Christopher and Columbus eBook

This eBook from the Gutenberg Project consists of approximately 448 pages of information about Christopher and Columbus.

Christopher and Columbus eBook

This eBook from the Gutenberg Project consists of approximately 448 pages of information about Christopher and Columbus.

The knitting needles paused an instant.

“Yes,” Anna-Felicitas joined in, interested by these recollections, her long limbs sunk in her chair in a position of great ease and comfort, “and it seemed to us so funny for him to have to be reminded to put on what was really a part of his clothes every day, that once we wrote a slip of our own for him and left it on his dressing-table:  Don’t forget your Trousers.”

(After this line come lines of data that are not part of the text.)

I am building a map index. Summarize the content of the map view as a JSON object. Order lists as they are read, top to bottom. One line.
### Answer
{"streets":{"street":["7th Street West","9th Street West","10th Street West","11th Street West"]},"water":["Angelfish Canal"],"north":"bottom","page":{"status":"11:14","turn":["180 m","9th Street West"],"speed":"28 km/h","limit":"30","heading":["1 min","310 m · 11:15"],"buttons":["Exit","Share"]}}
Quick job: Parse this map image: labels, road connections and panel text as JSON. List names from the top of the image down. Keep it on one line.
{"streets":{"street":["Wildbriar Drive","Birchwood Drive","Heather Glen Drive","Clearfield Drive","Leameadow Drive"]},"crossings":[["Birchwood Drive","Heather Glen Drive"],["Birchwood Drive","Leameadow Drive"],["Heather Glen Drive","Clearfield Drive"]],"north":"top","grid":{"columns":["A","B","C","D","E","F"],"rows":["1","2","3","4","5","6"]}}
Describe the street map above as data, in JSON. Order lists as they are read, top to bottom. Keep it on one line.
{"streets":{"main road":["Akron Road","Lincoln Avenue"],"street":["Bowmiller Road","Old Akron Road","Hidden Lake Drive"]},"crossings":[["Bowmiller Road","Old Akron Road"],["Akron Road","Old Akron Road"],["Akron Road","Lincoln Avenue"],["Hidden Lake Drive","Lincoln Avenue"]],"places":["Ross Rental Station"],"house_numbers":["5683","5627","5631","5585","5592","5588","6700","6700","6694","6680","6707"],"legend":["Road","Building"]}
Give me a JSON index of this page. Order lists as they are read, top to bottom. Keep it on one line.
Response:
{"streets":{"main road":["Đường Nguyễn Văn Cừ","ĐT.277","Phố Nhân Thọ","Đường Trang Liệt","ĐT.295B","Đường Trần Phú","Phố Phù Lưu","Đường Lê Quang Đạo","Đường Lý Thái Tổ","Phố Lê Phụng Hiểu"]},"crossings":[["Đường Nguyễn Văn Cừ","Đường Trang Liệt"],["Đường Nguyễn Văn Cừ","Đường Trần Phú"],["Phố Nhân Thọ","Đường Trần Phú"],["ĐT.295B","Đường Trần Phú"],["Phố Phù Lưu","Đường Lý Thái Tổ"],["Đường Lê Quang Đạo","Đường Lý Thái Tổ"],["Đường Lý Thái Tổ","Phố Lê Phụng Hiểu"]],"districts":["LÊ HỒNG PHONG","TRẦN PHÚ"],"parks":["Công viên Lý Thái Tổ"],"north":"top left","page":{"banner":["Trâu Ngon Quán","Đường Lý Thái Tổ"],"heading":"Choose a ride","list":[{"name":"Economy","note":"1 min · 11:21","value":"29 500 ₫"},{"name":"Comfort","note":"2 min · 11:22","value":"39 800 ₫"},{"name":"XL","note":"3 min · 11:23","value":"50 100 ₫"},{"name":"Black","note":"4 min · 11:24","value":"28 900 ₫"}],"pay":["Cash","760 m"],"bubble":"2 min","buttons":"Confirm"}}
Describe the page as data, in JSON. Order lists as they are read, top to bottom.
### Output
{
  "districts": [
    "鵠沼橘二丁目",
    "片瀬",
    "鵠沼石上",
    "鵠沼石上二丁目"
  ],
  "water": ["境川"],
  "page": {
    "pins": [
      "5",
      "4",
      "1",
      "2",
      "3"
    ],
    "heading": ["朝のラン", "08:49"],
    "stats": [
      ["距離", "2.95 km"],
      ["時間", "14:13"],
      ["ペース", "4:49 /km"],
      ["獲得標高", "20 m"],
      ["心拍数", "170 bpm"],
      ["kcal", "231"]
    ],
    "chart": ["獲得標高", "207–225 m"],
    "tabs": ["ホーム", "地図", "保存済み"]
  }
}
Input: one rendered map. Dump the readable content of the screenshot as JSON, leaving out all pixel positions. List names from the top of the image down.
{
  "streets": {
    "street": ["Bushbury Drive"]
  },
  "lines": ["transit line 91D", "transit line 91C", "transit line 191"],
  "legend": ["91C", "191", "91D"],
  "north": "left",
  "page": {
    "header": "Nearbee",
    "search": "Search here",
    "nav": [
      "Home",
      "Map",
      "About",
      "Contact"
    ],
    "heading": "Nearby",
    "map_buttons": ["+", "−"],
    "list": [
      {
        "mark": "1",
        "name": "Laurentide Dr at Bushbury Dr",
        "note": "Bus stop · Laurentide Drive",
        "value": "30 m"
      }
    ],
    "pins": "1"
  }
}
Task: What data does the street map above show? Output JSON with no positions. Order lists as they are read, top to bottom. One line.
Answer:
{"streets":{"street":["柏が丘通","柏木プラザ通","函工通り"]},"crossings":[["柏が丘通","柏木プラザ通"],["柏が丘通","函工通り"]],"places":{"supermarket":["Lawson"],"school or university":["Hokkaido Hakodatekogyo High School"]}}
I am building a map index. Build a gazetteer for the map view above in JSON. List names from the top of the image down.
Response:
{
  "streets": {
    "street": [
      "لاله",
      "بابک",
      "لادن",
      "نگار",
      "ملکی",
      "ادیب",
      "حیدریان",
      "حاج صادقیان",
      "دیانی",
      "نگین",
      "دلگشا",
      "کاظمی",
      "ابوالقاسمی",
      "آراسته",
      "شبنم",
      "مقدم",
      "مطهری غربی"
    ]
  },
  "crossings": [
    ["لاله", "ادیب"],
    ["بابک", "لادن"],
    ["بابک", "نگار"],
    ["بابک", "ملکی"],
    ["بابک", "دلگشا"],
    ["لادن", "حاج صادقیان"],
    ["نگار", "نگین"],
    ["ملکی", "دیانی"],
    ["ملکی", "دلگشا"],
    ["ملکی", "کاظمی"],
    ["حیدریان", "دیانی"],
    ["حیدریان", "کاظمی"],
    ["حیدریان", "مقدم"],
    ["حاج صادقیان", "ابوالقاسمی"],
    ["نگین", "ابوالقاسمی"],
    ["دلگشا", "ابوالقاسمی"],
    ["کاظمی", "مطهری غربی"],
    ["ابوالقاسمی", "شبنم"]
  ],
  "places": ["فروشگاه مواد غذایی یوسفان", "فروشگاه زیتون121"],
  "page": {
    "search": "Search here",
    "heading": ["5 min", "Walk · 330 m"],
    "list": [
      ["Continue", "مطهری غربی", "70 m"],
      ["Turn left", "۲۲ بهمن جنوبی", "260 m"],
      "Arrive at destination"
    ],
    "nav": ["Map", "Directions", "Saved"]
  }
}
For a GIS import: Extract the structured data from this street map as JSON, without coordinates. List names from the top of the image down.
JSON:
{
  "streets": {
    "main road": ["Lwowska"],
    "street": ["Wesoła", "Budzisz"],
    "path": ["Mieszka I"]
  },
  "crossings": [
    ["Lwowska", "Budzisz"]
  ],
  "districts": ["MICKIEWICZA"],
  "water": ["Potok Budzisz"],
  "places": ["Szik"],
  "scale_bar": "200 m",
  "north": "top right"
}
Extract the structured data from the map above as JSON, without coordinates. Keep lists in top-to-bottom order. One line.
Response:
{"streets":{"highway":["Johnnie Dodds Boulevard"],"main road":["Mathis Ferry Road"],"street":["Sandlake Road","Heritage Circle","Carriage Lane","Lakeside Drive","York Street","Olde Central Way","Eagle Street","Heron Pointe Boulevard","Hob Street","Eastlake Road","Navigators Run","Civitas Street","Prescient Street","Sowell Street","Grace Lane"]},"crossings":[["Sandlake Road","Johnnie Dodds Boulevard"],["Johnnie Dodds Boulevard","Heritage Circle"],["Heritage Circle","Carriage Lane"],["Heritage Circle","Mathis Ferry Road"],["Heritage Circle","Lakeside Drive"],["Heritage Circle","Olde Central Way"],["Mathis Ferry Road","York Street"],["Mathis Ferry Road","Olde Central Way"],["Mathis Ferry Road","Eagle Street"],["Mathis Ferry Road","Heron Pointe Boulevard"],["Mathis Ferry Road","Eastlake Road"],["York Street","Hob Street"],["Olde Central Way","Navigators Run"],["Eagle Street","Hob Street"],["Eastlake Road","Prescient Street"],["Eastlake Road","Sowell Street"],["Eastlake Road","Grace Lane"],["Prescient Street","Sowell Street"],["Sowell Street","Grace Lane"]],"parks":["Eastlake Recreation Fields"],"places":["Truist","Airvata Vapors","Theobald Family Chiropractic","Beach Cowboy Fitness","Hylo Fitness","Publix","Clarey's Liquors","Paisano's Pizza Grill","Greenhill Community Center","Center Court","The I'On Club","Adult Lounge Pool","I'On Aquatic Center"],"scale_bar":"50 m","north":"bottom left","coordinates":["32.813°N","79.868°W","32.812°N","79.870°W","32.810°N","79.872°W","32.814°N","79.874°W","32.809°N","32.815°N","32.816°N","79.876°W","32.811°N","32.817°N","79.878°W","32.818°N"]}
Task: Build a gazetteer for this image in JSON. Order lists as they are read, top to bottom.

The knitting needles paused again.

“But the results of that were dreadful,” added Anna-Felicitas, her face sobering at the thought of them.

“Yes,” said Anna-Rose.  “You see, he supposed Aunt Alice had done it, in a fit of high spirits, though she never had high spirits—­”

“And wouldn’t have been allowed to if she had,” explained Anna-Felicitas.

“And he thought she was laughing at him,” said Anna-Rose, “though we have never seen her laugh—­”

“And I don’t believe he has either,” said Anna-Felicitas.

“So there was trouble, because he couldn’t bear the idea of her laughing at him, and we had to confess.”

“But that didn’t make it any better for Aunt Alice.”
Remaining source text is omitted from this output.